مَنْ كَانَ يُؤْمِنُ بِاللَّهِ وَالْيَوْمِ الآخِرِ فَلْيَقُلْ خَيْرًا، أَوْ لِيَصْمُتْ

Barang siapa yang beriman kepada Allah dan hari akhir maka berkatalah baik atau diamlah (jika tidak bisa berkata yang baik).

Berkata yang baik akan memberikan dampak positif bagi yang berkata dan juga kepada rekan bicara. Sebaliknya perkataan yang buruk akan berdampak negatif bagi yang berbicara dan rekan bicara juga. Sehingga Rasulullah sangat mewanti-wanti ini. Jika tidak bisa berkata dengan baik maka diam nya itu lebih baik.

Bagaimana melatihkan adab bicara pada siswa?

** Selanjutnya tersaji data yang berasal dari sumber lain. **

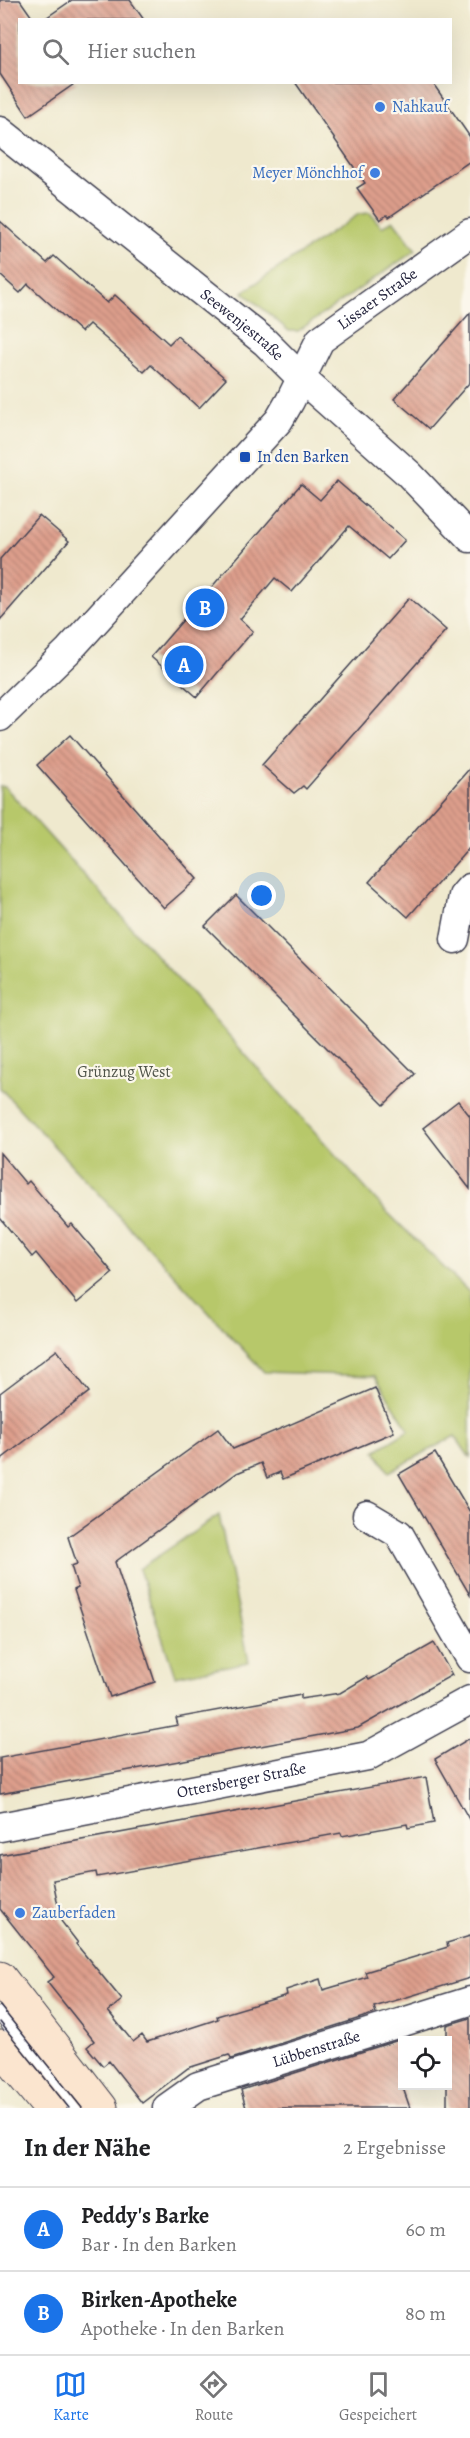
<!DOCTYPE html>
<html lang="de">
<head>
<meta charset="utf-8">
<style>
  body { margin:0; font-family:Alegreya,serif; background:#f2f2f2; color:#202124 }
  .controls { position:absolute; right:18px; bottom:18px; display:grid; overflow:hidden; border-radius:0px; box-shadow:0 6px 24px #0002 }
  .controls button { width:54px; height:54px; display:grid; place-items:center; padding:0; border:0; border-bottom:2px solid #e0e0e0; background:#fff; color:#202124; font:30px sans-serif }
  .you { position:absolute; left:262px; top:896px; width:21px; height:21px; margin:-15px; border:4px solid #fff; border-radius:50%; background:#1a73e8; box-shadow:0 0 0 9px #1a73e833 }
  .badge { display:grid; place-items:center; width:39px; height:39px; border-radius:50%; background:#1a73e8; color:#fff; font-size:20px; font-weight:700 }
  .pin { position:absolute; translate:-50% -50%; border:3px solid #fff; box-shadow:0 2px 6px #0006 }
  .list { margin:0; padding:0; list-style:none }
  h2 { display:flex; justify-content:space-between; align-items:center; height:78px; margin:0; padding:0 24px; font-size:26px }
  h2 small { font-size:20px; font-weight:400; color:#757577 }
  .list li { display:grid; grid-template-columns:39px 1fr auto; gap:18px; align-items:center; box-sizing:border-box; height:84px; padding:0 24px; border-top:2px solid #e0e0e0 }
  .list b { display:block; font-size:22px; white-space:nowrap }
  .list p { margin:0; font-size:20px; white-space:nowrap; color:#757577 }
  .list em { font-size:20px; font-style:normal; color:#757577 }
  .icon { flex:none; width:33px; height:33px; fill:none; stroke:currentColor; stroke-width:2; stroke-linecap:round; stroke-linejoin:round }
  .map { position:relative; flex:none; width:470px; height:2108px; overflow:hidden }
  .search { position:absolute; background:#fff; box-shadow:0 6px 24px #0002; left:18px; right:18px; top:18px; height:66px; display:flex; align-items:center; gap:15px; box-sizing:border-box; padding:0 21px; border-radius:0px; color:#757577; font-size:22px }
  .sheet { height:246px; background:#fff }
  nav { display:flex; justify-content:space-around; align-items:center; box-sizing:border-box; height:84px; border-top:2px solid #e0e0e0; background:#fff; font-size:16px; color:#757577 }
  nav a { display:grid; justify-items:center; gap:3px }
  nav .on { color:#1a73e8 }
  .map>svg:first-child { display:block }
</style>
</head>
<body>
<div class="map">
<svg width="470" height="2108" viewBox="0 0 470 2108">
  <defs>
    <pattern id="building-back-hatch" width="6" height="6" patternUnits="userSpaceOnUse" patternTransform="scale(1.5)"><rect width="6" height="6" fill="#de9f8c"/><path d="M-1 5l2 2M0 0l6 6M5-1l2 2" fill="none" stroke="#b48174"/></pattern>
  </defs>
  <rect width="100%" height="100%" fill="#fbf7ec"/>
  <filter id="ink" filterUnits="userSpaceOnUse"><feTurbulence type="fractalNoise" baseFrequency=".0167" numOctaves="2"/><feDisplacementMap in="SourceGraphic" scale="12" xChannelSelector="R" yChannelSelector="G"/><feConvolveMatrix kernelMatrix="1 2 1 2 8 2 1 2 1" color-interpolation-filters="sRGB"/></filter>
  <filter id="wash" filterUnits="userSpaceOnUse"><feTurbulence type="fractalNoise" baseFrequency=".008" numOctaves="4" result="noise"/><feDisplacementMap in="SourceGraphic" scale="24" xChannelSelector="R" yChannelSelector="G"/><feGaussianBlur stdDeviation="1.35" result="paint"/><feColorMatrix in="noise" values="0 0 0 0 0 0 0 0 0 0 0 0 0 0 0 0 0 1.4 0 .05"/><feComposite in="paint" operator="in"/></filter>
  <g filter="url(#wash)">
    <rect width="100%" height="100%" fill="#efe9ce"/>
    <!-- green -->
    <g fill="#b7c86b" stroke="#6c7553" stroke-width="1.5">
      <path d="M370,213L382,227L393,220L416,250L298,331H289L243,292L359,214Z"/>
      <path d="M0,786L5,787L385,1210L470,1293V1458L455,1436L389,1472L375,1451L409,1430L375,1376L264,1372L0,1088Z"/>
      <path d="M219,1515L249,1662L175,1676L139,1569Z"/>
    </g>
    <g id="blocks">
      <!-- building -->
      <g fill="url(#building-back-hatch)">
        <path d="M0,0H20L34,20H20V82H77L28,116L0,74Z"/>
        <path d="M72,0H130L144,20H43Z"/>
        <path d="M295,82H432L470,137V161L389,217L387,215L380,220L357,188L365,183Z"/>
        <path d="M0,221L47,263L54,256L107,303L115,295L169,344L177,336L226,379L199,408L151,365L144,372L89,324L81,332L28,284L20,293L0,275Z"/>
        <path d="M470,313V382L429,429L394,399Z"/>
        <path d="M337,481L405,540L388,559L349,526L292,592L275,578L240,619L253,631L197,697L151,657L301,484L320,500Z"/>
        <path d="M39,515L69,541L0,620V559Z"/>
        <path d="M409,598L446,630L306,789L303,786L294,793L262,765Z"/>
        <path d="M70,735L197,879L164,908L37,765Z"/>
        <path d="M470,768V847L408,917L369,882Z"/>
        <path d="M236,895L415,1074L384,1105L205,926Z"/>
        <path d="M458,1101L470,1116V1189L423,1128Z"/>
        <path d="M0,1153L26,1184L29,1181L68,1227L72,1224L113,1273L77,1303L36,1253L32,1257L0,1218Z"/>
        <path d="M57,1350L89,1392L0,1460V1393Z"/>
        <path d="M375,1388L394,1432L283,1479L280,1472L267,1478L261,1463L237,1473L115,1562L155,1682L110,1697L74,1590L78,1588L71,1566L77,1564L68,1537L218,1429L233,1449Z"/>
        <path d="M435,1453L470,1512V1595L399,1474Z"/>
        <path d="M434,1643L452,1675L358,1728L0,1794V1758L178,1725L176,1718L301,1695V1699L340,1693L367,1677L369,1680Z"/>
        <path d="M470,1738V1821L435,1759Z"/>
        <path d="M426,1777L434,1823L408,1828L407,1824L342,1836L341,1833L97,1877L96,1872L53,1880L61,1921L78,1943L76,1944L122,2000L108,2011L133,2042L142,2035L147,2042L218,2019L217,2016L287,1995L286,1990L320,1979L323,1990L367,1977L365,1972L448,1947L447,1943L470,1936V1978L374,2007L376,2013L231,2059L229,2055L188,2068L142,2103L109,2061L103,2066L87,2047L94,2041L47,1982L54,1977L0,1909V1855Z"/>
        <path d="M470,2018V2108H447V2025Z"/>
        <path d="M402,2039V2085L410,2108H246L241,2090Z"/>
      </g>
    </g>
  </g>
  <g filter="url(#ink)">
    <use href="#blocks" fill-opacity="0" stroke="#414051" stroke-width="1.5"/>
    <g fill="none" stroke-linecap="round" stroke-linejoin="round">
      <!-- lane casing -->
      <g stroke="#414051" stroke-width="16">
        <path id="lane" d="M0,2014L76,2108"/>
      </g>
      <!-- street casing -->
      <g stroke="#414051" stroke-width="31">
        <g id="street">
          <path id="s1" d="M0,131L265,342L301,378L409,474L470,538"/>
          <path id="s2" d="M0,717L69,650L279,420L290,401L320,340L470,233"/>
          <path d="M455,939L463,896L470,888"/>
          <path d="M367,1515L399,1534L470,1658"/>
          <path id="s3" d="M0,1827L368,1756L470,1700"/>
          <path id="s4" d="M167,2108L198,2086L470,2001"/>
        </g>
      </g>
      <!-- secondary casing -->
      <g stroke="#414051" stroke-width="35">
        <g id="secondary">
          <path d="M0,1978L101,2108"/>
          <path d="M0,2047L50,2108"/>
        </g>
      </g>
      <!-- lane -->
      <use href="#lane" stroke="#fff" stroke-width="14"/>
      <!-- street -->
      <use href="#street" stroke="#fff" stroke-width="28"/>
      <!-- secondary -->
      <use href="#secondary" stroke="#fbe5cf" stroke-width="33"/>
      <!-- tram -->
      <g stroke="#22223b" stroke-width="1.5">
        <path d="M0,2006L82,2108"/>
        <path d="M0,2022L69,2108"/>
      </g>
    </g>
  </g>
  <!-- markers -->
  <g fill="#3f7fe0" stroke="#fbf7ec" stroke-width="2">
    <circle cx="380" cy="107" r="6"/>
    <circle cx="375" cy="173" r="6"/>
    <circle cx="20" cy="1913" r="6"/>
  </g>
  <rect fill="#1a4fb4" stroke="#fbf7ec" stroke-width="2" x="239" y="451" width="12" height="12" rx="3"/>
  <g text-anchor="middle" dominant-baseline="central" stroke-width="4.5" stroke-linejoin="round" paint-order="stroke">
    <!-- shop labels -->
    <g font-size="16" fill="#366cbe" stroke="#fbf7ec" text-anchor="start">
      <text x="392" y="107">Nahkauf</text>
      <text x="363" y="173" text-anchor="end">Meyer Mönchhof</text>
      <text x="32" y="1913">Zauberfaden</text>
    </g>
    <!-- street labels -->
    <g font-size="16" fill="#22223b" stroke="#fbf7ec">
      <text stroke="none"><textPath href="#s2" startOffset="568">Lissaer Straße</textPath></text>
      <text stroke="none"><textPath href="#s1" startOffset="310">Seewenjestraße</textPath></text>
      <text stroke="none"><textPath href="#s3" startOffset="246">Ottersberger Straße</textPath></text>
      <text stroke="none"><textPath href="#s4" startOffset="162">Lübbenstraße</textPath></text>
    </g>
    <!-- transit labels -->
    <g font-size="16" fill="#164399" stroke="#fbf7ec" text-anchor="start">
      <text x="257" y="457">In den Barken</text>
    </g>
    <!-- park labels -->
    <g font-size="16" fill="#4f5449" stroke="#fbf7ec">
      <text x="124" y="1072">Grünzug West</text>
    </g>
  </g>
</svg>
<div class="controls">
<button><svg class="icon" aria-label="locate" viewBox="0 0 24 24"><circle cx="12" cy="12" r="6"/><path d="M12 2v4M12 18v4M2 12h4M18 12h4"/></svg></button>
</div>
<div class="you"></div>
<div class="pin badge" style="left:184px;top:665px">A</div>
<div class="pin badge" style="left:205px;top:608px">B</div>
<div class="search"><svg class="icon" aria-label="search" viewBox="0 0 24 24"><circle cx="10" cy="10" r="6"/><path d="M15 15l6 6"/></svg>Hier suchen</div>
</div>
<section class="sheet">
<h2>In der Nähe<small>2 Ergebnisse</small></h2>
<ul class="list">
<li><span class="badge">A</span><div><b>Peddy's Barke</b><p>Bar · In den Barken</p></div><em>60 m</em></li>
<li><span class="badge">B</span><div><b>Birken-Apotheke</b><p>Apotheke · In den Barken</p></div><em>80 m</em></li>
</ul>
</section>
<nav>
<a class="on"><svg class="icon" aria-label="map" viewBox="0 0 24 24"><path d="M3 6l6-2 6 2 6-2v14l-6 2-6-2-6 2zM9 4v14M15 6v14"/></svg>Karte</a>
<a><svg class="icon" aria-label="directions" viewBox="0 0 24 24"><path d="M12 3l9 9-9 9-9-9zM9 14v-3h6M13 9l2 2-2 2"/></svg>Route</a>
<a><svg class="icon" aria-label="saved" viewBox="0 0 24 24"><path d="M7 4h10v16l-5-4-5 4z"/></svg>Gespeichert</a>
</nav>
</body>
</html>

  1. Membiasakan dan tidak lelah untuk mengingatkan siswa bahwa setiap sebelum berbicara selalu dipikirkan, apakah yang akan keluar dari lesannya itu sesuatu yang benar atau tidak. Jika tidak benar maka ditahan dan tidak perlu diucapakan. Jika apa yang akan disampaikan itu sesuatu yang benar maka masih perlu dipertimbangkan ke no 2.
  2. Apakah yang akan diucapkan itu membawa manfaat atau madhorot. Jika membawa manfaat maka baru bisa diucapkan, namun jika membawa madhorot harus ditahan. Walaupun yang diucapkan itu sesuatu kenyataan namun ketika diungkapkan ke orang lain membuat hati sakit orang lain sakit hati, maka lebih baik tidak diucapkan. Contoh nya adalah ada teman yang punya kekurangan seperti pincang, kekurangan harta, maka kita tidak boleh memanggilnya hai si pincang, hai si miskin. Juga menyebut nyebut nya dihadapan kawannya dengan panggilan tersebut. Hal ini termasuk bullying yang membuat kawan menjadi sakit hati dan merasa rendah diri sehingga berbahaya bagi kesehatan mentalnya.
  3. Jika isi yang dibicarakan adalah yang benar dan disampaikan tidak madhorot maka langkah ketiga dilatihkan bagaimana mengucapkan dengan cara yang baik. Cara pengucapan ini juga menjadi faktor penting dalam komunikasi. Sehingga apa yang disampaikan nyaman didengar telinga dan enak dirasakan di hati. Serta mudah diterima dan dipahami, sehingga orang lain tertarik untuk mendengarkan dengan perhatian.
  4. Sekolah mendeklarasikan menjadi tempat belajar yang zero bullying (Tidak ada bullying sama sekali). Zero bullying ini harus senantiasa disampaikan di kelas dan diucapkan dikelas setiap hari. Seperti: Kami siswa Muhammadiyah mendukung penuh sekolah nyaman tanpa bullying dan siap berkata hanya dengan perkataan yang benar dan baik. Sehingga karena sering diucapkan menjadi terinternalisasi dalam hati dan menjadi kepribadian.
  5. Jika terdapat kasus pembullyan, langsung ditangani secara tepat dan cepat. Sehingga tidak berlarut-larut yang mengakibatkan adanya korban dan kasus bullying tidak membudaya.

Penutup

Pengajaran adab berbicara kepada siswa sudah menjadi suatu yang penting dan urgen saat ini. Kasus bullying di sekolah sudah sangat mengawatirkan. Banyak siswa yang telah menjadi korban dari aktivitas bullying ini. Tulisan di atas adalah sebuah alternative untuk melatih siswa berkata/berbicara dengan baik sehingga kasus-kasus bullying tidak terjadi. Hal ini berdampak pada kenyamanan dan kondusif dalam belajar menuju siswa bertaqwa, berprestasi, dan berkemajuan.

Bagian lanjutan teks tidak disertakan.